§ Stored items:
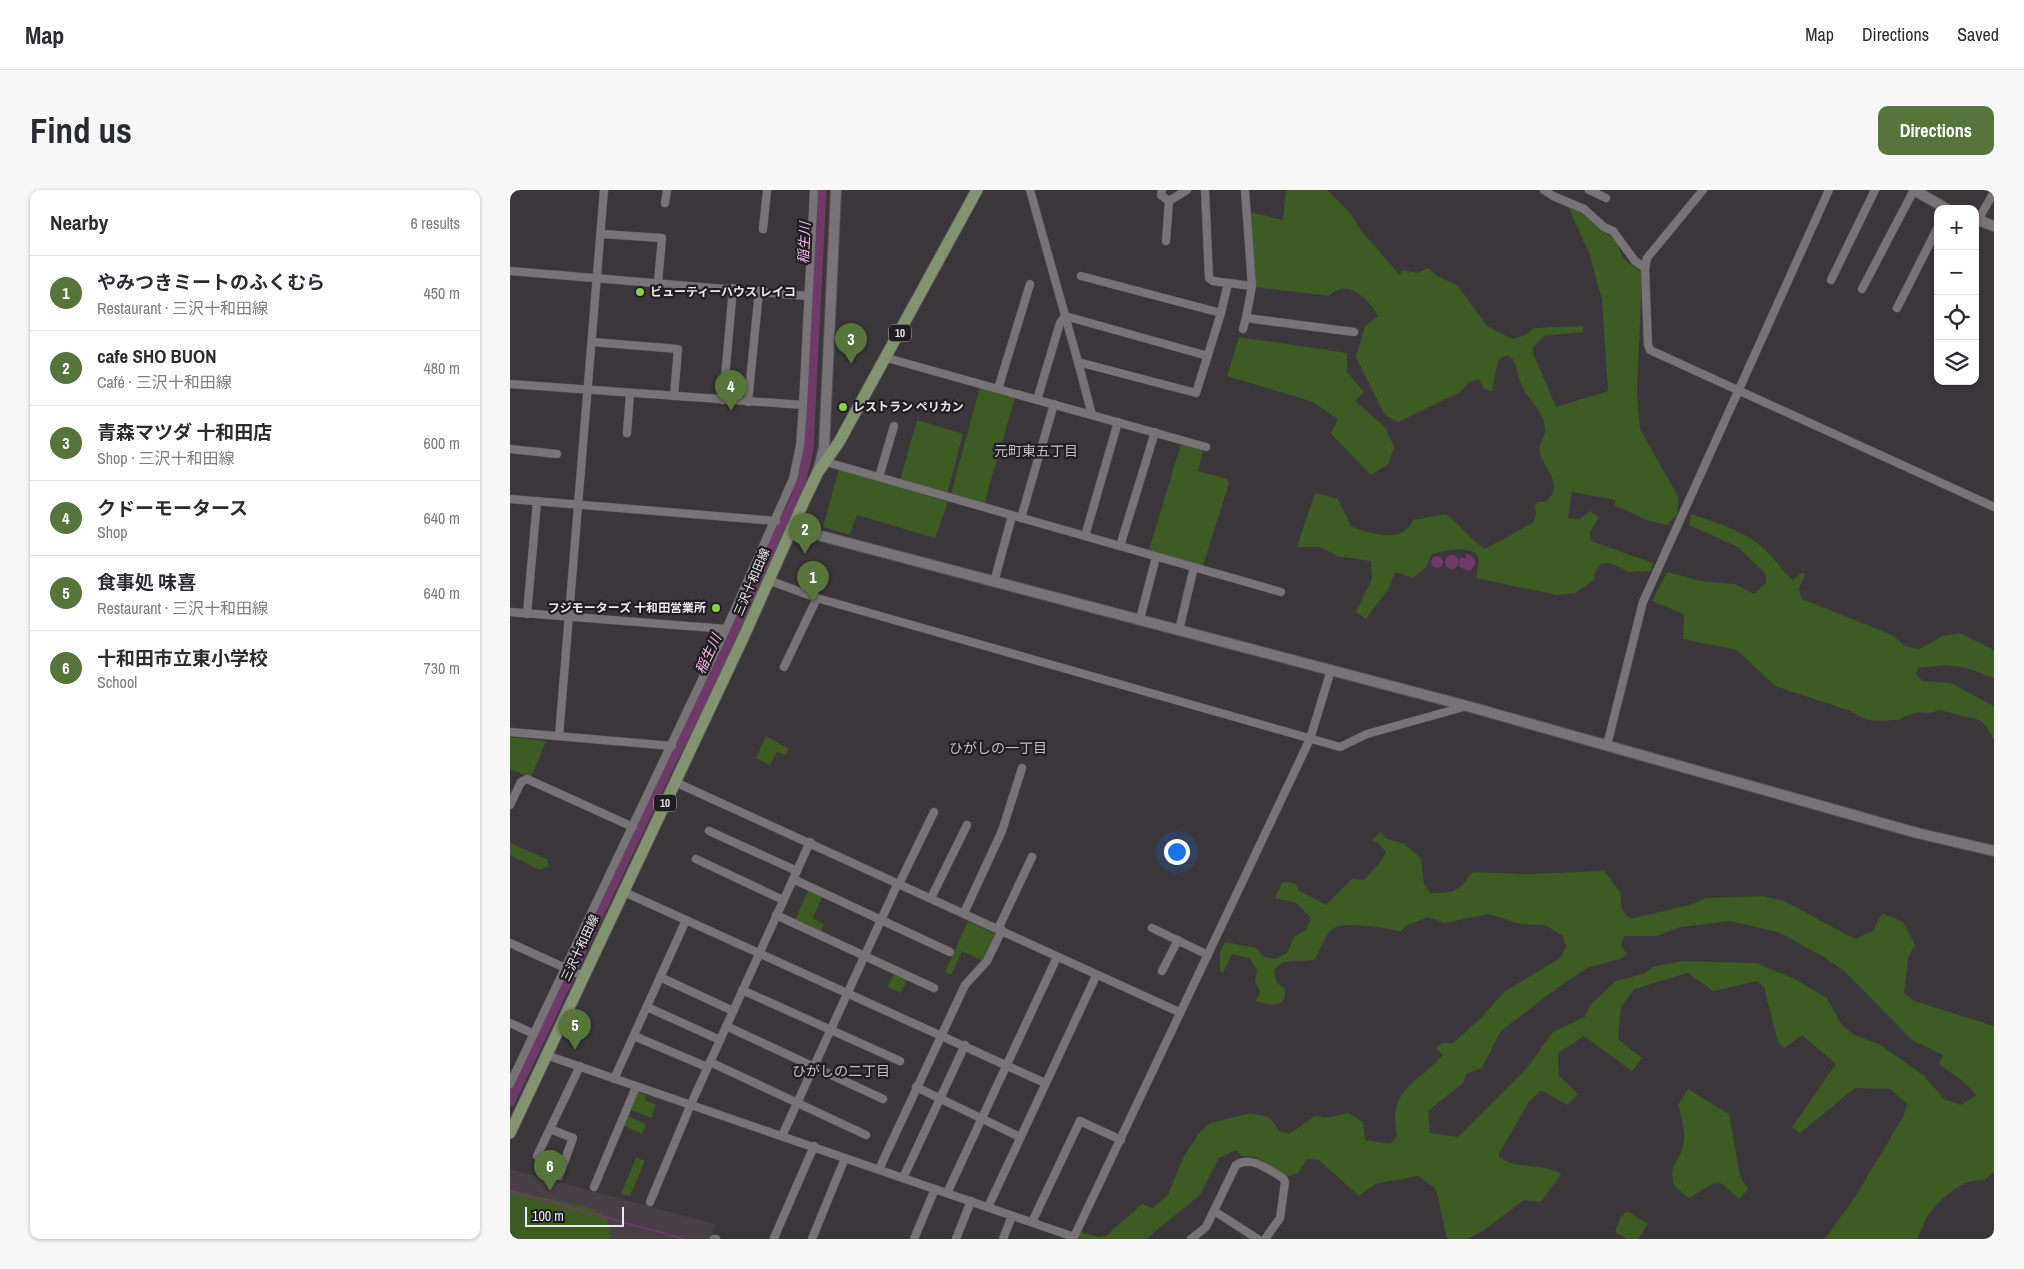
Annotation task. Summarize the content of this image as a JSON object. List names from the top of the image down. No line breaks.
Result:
{"streets":{"main road":["10","三沢十和田線"]},"crossings":[["10","三沢十和田線"]],"districts":["元町東五丁目","ひがしの一丁目","ひがしの二丁目"],"water":["稲生川"],"places":["ビューティーハウス レイコ","レストラン ペリカン","フジモーターズ 十和田営業所"],"scale_bar":"100 m","page":{"header":"Map","nav":["Map","Directions","Saved"],"buttons":"Directions","title":"Find us","heading":["Nearby","6 results"],"map_buttons":["+","−"],"list":[{"mark":"1","name":"やみつきミートのふくむら","note":"Restaurant · 三沢十和田線","value":"450 m"},{"mark":"2","name":"cafe SHO BUON","note":"Café · 三沢十和田線","value":"480 m"},{"mark":"3","name":"青森マツダ 十和田店","note":"Shop · 三沢十和田線","value":"600 m"},{"mark":"4","name":"クドーモータース","note":"Shop","value":"640 m"},{"mark":"5","name":"食事処 味喜","note":"Restaurant · 三沢十和田線","value":"640 m"},{"mark":"6","name":"十和田市立東小学校","note":"School","value":"730 m"}],"pins":["3","4","2","1","5","6"],"scale":"100 m"}}
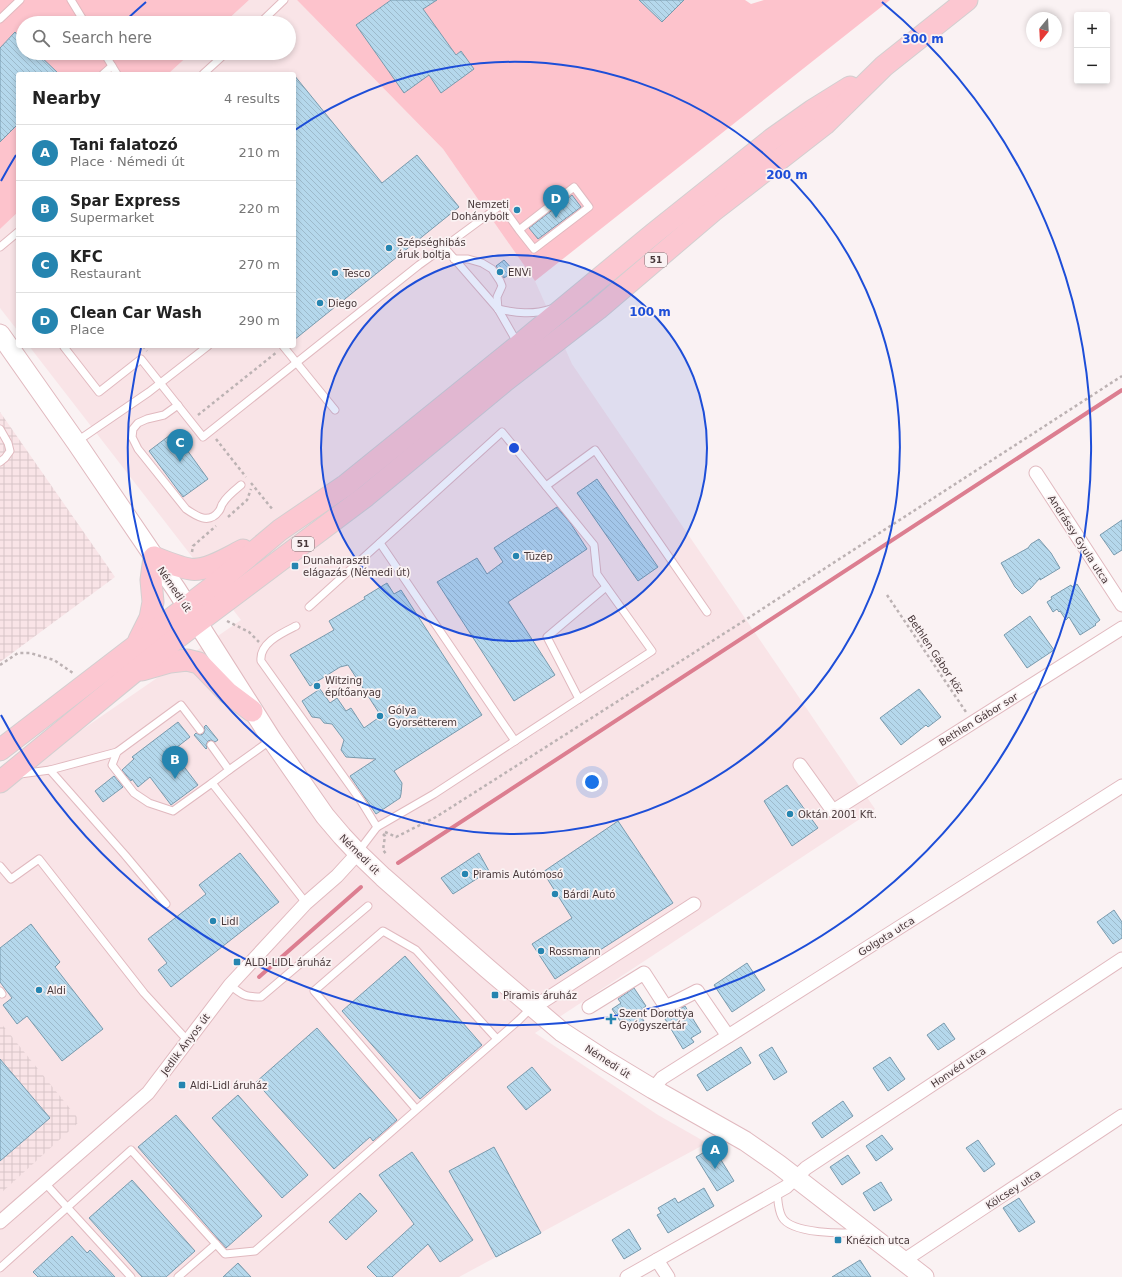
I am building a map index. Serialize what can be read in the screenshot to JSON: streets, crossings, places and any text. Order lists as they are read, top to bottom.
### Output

§ Task requirements: Reproduce each entry precisely, dropping only the pictures.

§ Result of the exercise:
Annotation task. Summarize the content of this image as a JSON object. List names from the top of the image down. No line breaks.
Result:
{"streets":{"main road":["10","三沢十和田線"]},"crossings":[["10","三沢十和田線"]],"districts":["元町東五丁目","ひがしの一丁目","ひがしの二丁目"],"water":["稲生川"],"places":["ビューティーハウス レイコ","レストラン ペリカン","フジモーターズ 十和田営業所"],"scale_bar":"100 m","page":{"header":"Map","nav":["Map","Directions","Saved"],"buttons":"Directions","title":"Find us","heading":["Nearby","6 results"],"map_buttons":["+","−"],"list":[{"mark":"1","name":"やみつきミートのふくむら","note":"Restaurant · 三沢十和田線","value":"450 m"},{"mark":"2","name":"cafe SHO BUON","note":"Café · 三沢十和田線","value":"480 m"},{"mark":"3","name":"青森マツダ 十和田店","note":"Shop · 三沢十和田線","value":"600 m"},{"mark":"4","name":"クドーモータース","note":"Shop","value":"640 m"},{"mark":"5","name":"食事処 味喜","note":"Restaurant · 三沢十和田線","value":"640 m"},{"mark":"6","name":"十和田市立東小学校","note":"School","value":"730 m"}],"pins":["3","4","2","1","5","6"],"scale":"100 m"}}
I am building a map index. Serialize what can be read in the screenshot to JSON: streets, crossings, places and any text. Order lists as they are read, top to bottom.
### Output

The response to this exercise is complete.